[Collected data]
------------------------
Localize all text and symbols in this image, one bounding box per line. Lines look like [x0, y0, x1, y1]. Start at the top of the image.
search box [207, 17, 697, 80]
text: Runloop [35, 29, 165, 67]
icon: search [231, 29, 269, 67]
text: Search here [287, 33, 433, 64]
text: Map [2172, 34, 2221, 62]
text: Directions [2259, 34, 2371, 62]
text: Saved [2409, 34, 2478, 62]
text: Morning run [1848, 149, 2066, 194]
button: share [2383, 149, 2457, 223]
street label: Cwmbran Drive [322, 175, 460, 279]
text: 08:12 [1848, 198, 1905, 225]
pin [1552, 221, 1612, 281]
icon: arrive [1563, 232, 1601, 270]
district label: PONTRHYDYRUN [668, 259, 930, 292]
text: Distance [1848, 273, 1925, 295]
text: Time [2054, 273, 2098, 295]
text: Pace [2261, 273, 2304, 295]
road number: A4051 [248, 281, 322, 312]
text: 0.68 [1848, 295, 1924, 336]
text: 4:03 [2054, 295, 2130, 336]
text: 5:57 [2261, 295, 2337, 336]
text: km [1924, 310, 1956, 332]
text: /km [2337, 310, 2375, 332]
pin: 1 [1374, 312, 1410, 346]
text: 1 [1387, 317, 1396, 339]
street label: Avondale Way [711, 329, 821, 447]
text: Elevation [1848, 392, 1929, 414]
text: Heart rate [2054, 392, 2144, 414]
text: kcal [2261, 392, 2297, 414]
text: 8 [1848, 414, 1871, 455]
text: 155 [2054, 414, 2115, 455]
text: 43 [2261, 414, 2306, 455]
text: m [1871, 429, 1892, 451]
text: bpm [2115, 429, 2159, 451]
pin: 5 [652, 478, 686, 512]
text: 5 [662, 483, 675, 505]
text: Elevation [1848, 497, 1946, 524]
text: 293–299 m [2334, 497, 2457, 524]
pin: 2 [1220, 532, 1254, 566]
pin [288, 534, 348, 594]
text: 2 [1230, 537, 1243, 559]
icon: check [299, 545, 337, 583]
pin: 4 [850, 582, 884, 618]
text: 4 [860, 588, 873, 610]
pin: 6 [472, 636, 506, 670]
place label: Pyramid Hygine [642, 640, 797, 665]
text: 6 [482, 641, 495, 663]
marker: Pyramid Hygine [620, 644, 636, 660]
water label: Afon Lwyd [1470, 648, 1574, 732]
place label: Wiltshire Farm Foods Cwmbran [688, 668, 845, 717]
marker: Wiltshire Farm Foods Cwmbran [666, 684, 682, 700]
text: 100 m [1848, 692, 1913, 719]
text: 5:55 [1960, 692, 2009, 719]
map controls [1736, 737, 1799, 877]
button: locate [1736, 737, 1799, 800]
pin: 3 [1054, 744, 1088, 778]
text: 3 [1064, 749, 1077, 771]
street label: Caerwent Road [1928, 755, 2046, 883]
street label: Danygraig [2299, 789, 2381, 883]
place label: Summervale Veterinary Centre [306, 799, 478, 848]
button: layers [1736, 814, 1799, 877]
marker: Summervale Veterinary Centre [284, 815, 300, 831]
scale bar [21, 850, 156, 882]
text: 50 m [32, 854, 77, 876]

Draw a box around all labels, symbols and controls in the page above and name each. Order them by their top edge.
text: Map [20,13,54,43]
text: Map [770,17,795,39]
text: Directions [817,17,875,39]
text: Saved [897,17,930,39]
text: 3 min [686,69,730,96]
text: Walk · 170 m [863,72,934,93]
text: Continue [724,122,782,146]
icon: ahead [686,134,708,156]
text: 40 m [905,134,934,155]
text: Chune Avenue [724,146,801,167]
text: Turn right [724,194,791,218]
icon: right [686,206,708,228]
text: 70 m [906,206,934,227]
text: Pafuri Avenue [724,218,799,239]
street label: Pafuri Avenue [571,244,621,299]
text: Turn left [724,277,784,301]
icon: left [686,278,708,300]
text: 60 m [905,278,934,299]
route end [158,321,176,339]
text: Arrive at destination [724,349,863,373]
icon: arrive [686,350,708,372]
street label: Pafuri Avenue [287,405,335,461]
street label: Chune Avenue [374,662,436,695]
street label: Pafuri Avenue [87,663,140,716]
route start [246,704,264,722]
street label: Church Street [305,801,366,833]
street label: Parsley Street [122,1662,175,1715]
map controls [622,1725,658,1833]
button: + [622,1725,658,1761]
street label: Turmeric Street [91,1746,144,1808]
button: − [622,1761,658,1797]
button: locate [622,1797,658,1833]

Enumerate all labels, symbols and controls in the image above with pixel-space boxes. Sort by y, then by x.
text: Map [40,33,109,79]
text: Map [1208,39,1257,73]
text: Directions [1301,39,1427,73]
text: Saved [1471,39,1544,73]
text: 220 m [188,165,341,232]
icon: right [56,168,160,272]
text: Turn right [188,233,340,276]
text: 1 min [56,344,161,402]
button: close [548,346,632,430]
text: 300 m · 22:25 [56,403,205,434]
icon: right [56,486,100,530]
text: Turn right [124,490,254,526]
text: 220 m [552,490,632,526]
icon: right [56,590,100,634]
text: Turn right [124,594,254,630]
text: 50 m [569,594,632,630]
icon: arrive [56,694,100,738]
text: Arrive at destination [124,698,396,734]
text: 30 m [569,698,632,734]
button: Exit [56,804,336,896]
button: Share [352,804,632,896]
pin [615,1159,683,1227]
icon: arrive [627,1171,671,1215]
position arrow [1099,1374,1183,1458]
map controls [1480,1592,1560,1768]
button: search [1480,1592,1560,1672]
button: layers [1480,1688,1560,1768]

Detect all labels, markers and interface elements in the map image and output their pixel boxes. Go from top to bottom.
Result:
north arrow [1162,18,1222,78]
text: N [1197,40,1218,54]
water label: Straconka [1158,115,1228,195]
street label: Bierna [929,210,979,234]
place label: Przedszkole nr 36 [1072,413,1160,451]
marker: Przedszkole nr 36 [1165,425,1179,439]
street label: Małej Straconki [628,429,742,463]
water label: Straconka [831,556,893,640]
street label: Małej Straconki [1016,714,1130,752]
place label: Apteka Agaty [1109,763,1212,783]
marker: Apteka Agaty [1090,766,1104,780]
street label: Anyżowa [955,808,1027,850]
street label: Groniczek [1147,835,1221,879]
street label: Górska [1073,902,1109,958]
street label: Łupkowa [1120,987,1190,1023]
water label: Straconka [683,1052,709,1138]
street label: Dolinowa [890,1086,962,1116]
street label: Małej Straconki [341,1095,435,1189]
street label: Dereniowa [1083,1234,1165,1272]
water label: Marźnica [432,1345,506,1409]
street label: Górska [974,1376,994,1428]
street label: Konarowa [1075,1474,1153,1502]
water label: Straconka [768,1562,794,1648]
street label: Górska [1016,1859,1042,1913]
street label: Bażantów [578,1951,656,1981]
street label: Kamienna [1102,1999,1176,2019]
------------------------
Your answer should be a single number: the count of lines in the entries that hold the string "icon".

__Response__: 12